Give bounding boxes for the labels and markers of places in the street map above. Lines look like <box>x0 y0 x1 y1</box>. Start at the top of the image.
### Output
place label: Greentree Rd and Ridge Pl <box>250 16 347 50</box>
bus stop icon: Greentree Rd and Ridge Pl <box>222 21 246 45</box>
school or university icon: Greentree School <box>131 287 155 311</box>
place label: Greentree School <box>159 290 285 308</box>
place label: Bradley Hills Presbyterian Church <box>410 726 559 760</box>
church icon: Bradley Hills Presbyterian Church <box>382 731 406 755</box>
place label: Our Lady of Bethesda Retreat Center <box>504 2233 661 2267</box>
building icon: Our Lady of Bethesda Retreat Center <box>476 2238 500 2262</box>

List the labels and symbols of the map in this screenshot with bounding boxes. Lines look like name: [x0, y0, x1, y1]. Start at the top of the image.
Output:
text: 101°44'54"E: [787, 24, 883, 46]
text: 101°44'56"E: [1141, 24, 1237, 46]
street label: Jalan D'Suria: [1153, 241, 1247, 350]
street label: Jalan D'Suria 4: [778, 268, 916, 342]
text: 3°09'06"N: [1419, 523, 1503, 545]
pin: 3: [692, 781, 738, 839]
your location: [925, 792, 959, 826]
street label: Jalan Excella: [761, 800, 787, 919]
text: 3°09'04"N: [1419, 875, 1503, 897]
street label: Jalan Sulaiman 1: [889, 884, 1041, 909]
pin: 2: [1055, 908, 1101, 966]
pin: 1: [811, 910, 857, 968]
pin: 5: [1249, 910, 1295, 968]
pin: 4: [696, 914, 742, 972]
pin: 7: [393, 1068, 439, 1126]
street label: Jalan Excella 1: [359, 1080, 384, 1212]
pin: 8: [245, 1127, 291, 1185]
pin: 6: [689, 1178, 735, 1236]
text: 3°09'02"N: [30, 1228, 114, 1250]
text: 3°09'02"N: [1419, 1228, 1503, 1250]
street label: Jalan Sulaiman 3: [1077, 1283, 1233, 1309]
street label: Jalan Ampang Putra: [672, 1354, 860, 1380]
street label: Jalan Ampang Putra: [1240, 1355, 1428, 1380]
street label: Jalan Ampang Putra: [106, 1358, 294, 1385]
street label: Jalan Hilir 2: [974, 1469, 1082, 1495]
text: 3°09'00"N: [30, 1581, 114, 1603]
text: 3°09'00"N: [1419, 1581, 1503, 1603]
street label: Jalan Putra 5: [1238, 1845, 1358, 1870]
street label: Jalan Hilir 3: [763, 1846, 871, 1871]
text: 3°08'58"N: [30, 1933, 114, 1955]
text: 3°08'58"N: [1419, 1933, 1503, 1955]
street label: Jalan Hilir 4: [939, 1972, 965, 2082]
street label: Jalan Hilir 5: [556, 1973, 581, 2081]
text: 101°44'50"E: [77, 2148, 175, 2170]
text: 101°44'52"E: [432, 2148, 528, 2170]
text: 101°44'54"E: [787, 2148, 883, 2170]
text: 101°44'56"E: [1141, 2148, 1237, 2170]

________

**Assignment:** Your task is to copy every line of the entries that contains the string "Lines".

**Output for this exercise:**
Give bounding boxes for the labels and markers of places in the street map above. Lines look like <box>x0 y0 x1 y1</box>. Start at the top of the image.
List the labels and symbols of the map in this screenshot with bounding boxes. Lines look like name: [x0, y0, x1, y1]. Start at the top of the image.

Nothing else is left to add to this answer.